Cette escalade verbale coïncide avec un renforcement significatif de la présence militaire américaine. Le Pentagone a ordonné le déploiement de 2 000 soldats de la 82e division aéroportée, qui s’ajoutent aux unités expéditionnaires des Marines en route vers la région. Parallèlement, le président américain Donald Trump affirme que des négociations sont en cours pour mettre fin aux hostilités, une déclaration formellement démentie par l’Iran. La Maison Blanche maintient par ailleurs une ligne de fermeté absolue. Karoline Leavitt, porte-parole de la présidence, a exigé que Téhéran accepte la réalité de sa situation militaire, avertissant que Donald Trump est prêt à déclencher des frappes d’une intensité inédite en cas de refus.

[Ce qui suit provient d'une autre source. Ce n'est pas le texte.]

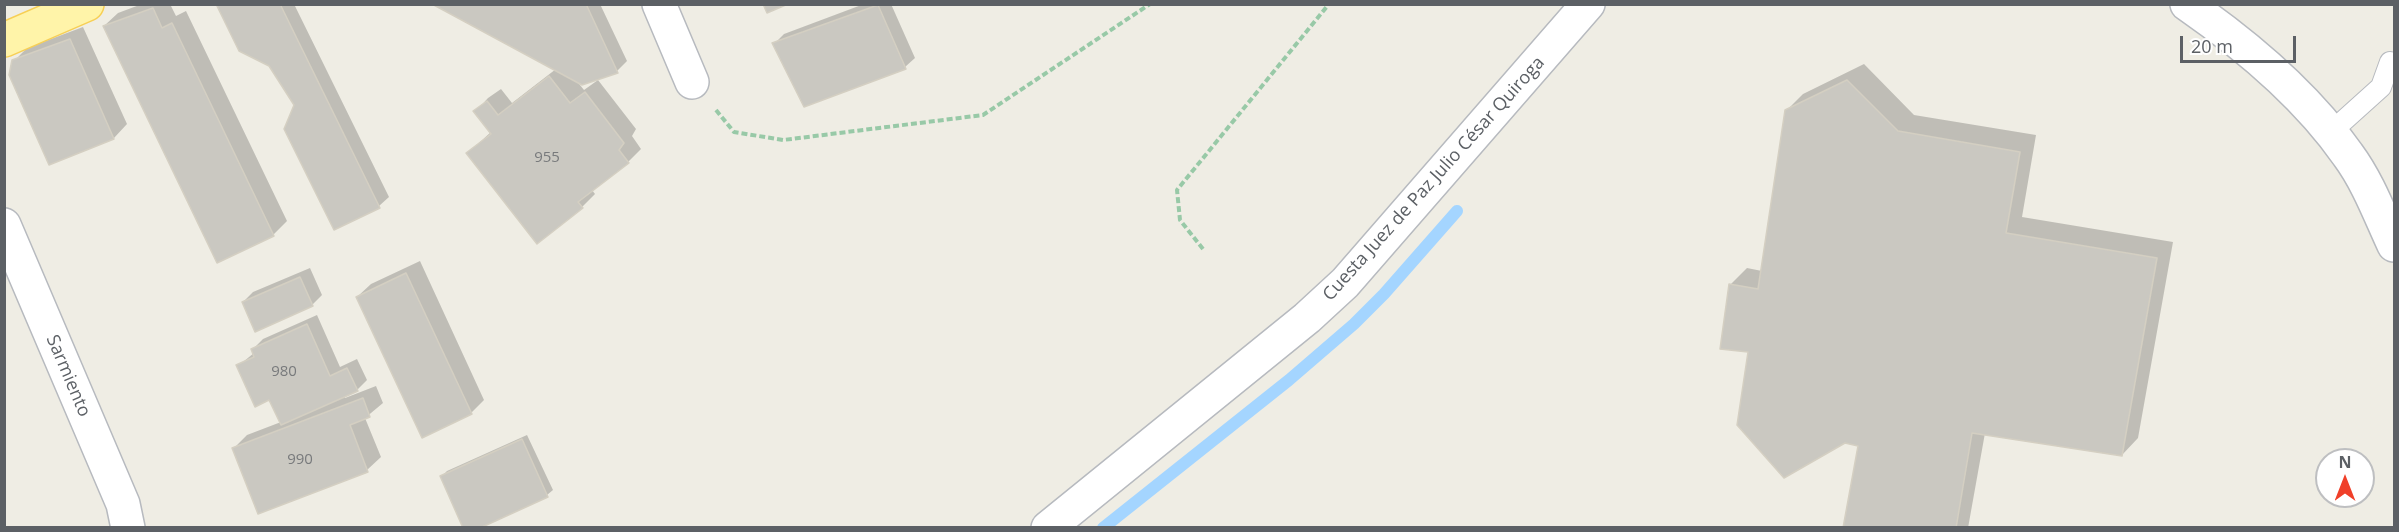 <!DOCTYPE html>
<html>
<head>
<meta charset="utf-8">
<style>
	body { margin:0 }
	#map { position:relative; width:2399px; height:532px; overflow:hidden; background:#efede4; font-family:"Open Sans",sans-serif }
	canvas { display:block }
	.frame { position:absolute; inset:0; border:6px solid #5c6065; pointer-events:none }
	.north { position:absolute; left:2315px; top:448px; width:60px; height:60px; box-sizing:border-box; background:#fff; border:2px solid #bebfc1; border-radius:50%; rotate:0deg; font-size:16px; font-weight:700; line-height:24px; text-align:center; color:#5c6065 }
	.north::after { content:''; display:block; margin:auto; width:21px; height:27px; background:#f03f29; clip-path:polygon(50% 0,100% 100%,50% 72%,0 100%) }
	.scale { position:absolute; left:2180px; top:36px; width:116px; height:27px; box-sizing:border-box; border:3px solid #5c6065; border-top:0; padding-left:8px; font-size:18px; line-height:21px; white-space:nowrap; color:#5c6065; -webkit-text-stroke:4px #fff; paint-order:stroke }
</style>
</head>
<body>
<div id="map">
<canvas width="2399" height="532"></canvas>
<div class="frame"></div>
<div class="north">N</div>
<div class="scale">20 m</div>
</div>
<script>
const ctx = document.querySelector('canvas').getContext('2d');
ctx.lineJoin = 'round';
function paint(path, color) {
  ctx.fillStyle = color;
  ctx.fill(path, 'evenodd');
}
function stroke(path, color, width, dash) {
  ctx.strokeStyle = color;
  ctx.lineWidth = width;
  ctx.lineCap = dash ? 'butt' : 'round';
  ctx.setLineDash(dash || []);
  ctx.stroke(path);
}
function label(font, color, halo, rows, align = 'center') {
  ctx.font = font + ' "Open Sans",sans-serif';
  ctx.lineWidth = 5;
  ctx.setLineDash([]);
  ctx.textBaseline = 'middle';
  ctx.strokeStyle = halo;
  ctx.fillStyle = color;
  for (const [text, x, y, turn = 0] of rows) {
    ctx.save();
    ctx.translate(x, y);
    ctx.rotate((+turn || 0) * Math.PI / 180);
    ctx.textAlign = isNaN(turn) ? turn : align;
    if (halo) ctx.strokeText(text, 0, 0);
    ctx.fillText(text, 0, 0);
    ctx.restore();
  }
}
const shadow = new Path2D(`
	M142,4H170L176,16L186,11L287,221L273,235L218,261L104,26L118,13Z
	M217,4H294L389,197L379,206L296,105L270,65Z
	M435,4H600L627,61L617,71L576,80L584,90L598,80L636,129L632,136L641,149L628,162L592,190L595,194L582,207L468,153L491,132L475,112L488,98L501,89L512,103L556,69Z
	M864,4H891L915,58L905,67L774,44L784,34Z
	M83,27L127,124L114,138L50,163L14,61L27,48Z
	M1864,64L1914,115L2036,135L2022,217L2173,242L2138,438L2122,455L1985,433L1968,528H1845L1860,445L1845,441L1750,351L1730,285L1747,268L1762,271L1786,111L1803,94Z
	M420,261L484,400L471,413L357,297L371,284Z
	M310,268L322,295L312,305L243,302L253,292Z
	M317,315L340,367L357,359L367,380L357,390L344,395L345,398L376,386L383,403L365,418L381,457L367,470L259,512L234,448L247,435L281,422L270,398L238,366L254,353L253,349L263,339Z
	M527,435L553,490L547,495L476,528L442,476L447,471Z`);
const stream = new Path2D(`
	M1103,528L1289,380L1354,324L1384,294L1457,211`);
const building = new Path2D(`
	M216,4H280L380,208L334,230L284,129L294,105L269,66L239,51Z
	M432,4H586L618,73L582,85Z
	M763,4H788L767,13Z
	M878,5L906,69L804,107L772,43Z
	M153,8L162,28L172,23L274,236L217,263L103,26Z
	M70,39L114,139L49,165L9,75L12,60Z
	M549,76L570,103L585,92L624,143L619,150L629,163L578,202L583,208L537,244L466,153L491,134L473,111L487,101L498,115Z
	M1847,80L1898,131L2020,152L2006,233L2157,258L2122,456L1972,433L1956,528H1843L1858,446L1845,443L1784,478L1737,425L1748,352L1720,349L1729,284L1758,289L1785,110Z
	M406,273L472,414L422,438L356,297Z
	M300,277L313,306L255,332L242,302Z
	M307,324L330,376L347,368L358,391L281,425L269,400L255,407L236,365L254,357L251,349Z
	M363,398L370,417L350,425L368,472L258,514L232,448Z
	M522,439L548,497L480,528H463L440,476Z`);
const path = new Path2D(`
	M716,110L734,132L783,140L983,115L1150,4
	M1203,249L1180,220L1177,190L1329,4`);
const service = new Path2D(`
	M2331,132L2381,87L2390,62`);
const minor = new Path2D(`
	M659,4L692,82
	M4,225L123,504L128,528`);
const tertiary = new Path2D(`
	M2187,4C2246,45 2306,95 2348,155C2368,182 2380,215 2394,245
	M1048,528L1307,318L1345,283L1588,4`);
const primary = new Path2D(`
	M4,40L87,4`);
const numberNames = [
	["955",547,158],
	["980",284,372],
	["990",300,460]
];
const streetNames = [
	["Cuesta Juez de Paz Julio César Quiroga",1434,179,-48],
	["Sarmiento",68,376,67]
];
paint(shadow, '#0003');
stroke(stream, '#a4d5ff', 12);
paint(building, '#cac8c1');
stroke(building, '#d4cfc2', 1.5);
stroke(service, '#b7babf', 22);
stroke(minor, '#b7babf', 36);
stroke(tertiary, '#b7babf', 36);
stroke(primary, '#f7cf55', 36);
stroke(path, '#98c9a7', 4, [6, 3]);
stroke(service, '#fff', 20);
stroke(minor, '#fff', 33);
stroke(tertiary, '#fff', 33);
stroke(primary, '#fff4a9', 33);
label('15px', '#787a7c', null, numberNames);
label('18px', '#5c6065', '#fff', streetNames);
</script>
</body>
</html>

L’éventualité d’un affrontement direct pourrait s’étendre au-delà des eaux du Golfe. Des sources militaires citées par l’agence iranienne Tasnim indiquent que la République islamique a la capacité d’ouvrir un nouveau front. En cas d’attaque sur ses îles ou son territoire, Téhéran envisage d’agir au niveau du détroit de Bab al-Mandeb, situé entre le Yémen et Djibouti, en s’appuyant notamment sur les rebelles houthis. Cette posture s’inscrit dans un climat de méfiance régionale, structuré en partie par les récents accords de défense conclus lors du sommet de Riyad, où douze pays avaient réaffirmé leur droit à se défendre face aux offensives iraniennes.

Malgré ces préparatifs militaires de part et d’autre, des canaux diplomatiques officieux restent actifs. Des médiateurs régionaux s’efforcent de maintenir le relais des messages entre les deux camps. Dans ce cadre, les États-Unis auraient soumis un plan de règlement en quinze points, tandis que l’Iran a formulé de son côté cinq conditions préalables pour envisager une cessation des hostilités.